Ma anche la Guardia di Finanza che quando arresta un sindaco o un semplice cittadino, a momenti pubblica anche le analisi del sangue che lo riguardano, dovrebbe considerare che sapere che finalmente l’impunità degli schiavisti è finita aiuterebbe a vivere, aiuterebbe chi è onesto a non sentirsi fesso e insegnerebbe che la ricchezza, quando è eccessiva, è sempre immancabilmente sporca.
Un tempo c’erano capitani d’impresa che credevano nel ruolo sociale delle aziende. Il profitto era visto anche in funzione di una quota di ridistribuzione di richezza verso il fattore umano, i lavoratori.
Oggi invece l’unico credo dei consigli di amministrazione è produrre lauti dividendi per gli azionisti. Un credo nato nella borsa di New York e diffusosi pandemicamente nel resto del mondo.
I fatti raccontati nella notizia sono la naturale conseguenza di un’economia che ha dimenticato da tempo il valore delle tre “e”. E i lavoratori sono le vittime.
No, Medardo, non è questione delle persone, è questione di aziende. I nomi delle persone si fanno sempre, sbagliando, quelle delle aziende dipende dalla loro forza. Sempre.
“S’andada ‘e su fumu”.
Semus “al top” (menzus puru in tempus de pandemia) de una civiltade mercenària (e de mercenari): totugantos merce, venduti/comprati, da vendere/comprare, merce ‘pregiata’ (ca ‘costat’ a sa frundhida), usa e getta, scadente e scaduta de séculos e de millénnios peus de sa petza pudéscia, sempre assatanados in númene e prommore su deus dinari (sempre fartzu che dinari malu).

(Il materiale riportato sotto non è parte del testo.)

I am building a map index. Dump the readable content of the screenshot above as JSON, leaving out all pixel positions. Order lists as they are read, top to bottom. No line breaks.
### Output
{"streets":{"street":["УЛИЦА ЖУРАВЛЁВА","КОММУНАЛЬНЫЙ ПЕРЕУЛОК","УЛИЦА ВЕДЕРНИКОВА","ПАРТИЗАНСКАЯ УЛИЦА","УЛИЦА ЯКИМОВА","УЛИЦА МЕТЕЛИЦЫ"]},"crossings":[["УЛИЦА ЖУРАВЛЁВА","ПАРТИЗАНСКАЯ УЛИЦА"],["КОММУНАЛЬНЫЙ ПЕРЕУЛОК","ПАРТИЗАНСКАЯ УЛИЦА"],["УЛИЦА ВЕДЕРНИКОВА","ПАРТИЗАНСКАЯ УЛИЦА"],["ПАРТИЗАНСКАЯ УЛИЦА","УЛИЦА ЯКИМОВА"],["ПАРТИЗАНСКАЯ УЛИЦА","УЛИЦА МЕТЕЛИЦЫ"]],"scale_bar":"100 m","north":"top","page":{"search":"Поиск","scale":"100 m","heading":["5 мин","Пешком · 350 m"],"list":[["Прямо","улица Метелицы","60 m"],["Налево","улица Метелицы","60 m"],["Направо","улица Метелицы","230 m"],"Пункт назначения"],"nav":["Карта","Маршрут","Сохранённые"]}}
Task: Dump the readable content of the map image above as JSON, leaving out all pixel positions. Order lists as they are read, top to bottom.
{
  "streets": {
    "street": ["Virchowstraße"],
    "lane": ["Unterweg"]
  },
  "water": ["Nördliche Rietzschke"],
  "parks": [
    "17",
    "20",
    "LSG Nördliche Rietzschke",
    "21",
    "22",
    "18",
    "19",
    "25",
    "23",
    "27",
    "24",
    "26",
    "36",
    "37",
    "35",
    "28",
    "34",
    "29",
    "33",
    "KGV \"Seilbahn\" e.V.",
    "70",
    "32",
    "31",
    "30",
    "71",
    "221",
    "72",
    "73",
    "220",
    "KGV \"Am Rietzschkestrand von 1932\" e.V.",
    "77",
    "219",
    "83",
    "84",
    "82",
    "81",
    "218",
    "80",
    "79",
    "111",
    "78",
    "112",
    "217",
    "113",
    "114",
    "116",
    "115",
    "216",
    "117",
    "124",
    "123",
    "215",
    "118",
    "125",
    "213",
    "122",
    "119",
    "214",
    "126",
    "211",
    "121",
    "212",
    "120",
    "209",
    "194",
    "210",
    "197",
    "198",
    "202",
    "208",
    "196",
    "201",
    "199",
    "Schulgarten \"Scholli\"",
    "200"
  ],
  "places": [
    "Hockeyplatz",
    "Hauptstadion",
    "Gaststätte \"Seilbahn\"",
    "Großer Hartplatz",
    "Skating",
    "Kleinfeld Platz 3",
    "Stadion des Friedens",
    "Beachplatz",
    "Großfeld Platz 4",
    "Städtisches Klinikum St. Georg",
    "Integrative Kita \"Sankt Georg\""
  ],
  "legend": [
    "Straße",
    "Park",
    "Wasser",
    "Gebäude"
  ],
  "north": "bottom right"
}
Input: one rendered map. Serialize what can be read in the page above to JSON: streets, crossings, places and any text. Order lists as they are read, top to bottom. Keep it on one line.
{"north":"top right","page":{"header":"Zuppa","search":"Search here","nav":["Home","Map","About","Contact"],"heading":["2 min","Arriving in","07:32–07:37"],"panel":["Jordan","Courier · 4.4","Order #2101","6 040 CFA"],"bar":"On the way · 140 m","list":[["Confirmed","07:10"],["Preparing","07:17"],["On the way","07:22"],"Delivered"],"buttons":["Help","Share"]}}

Epuru tenimus totu pro èssere cristianos – cun totu sos pecos – e no animales chentza pecos (de sa zenia isciallos, leones) , zente, umanidade, in donzi furrungone de su pianeta e a donzi modu cun libbertade e responsabbilidade, cun sa cara a númene e sambenadu e fintzas cuados o mascarados che a chie tenet cosa de cuare.
Insomma …. Sbagliare una volta non autorizza a sbagliare sempre. I nomi degli indagati non bisogna pubblicarli mai. Essere esposti alla pubblica gogna è una barbarie, sempre! E questo vale per per tutti, belli e brutti. Lo imporrei per legge, punirei i giornali e i siti che lo fanno e consentirei solo la pubblicazione dei nomi dei condannati.
Concordo. Pubblicare non solo i nomi, impedire che lo sfruttamento continui, che molti si arricchiscano sulle paure e necessità di sopravvivere di altri.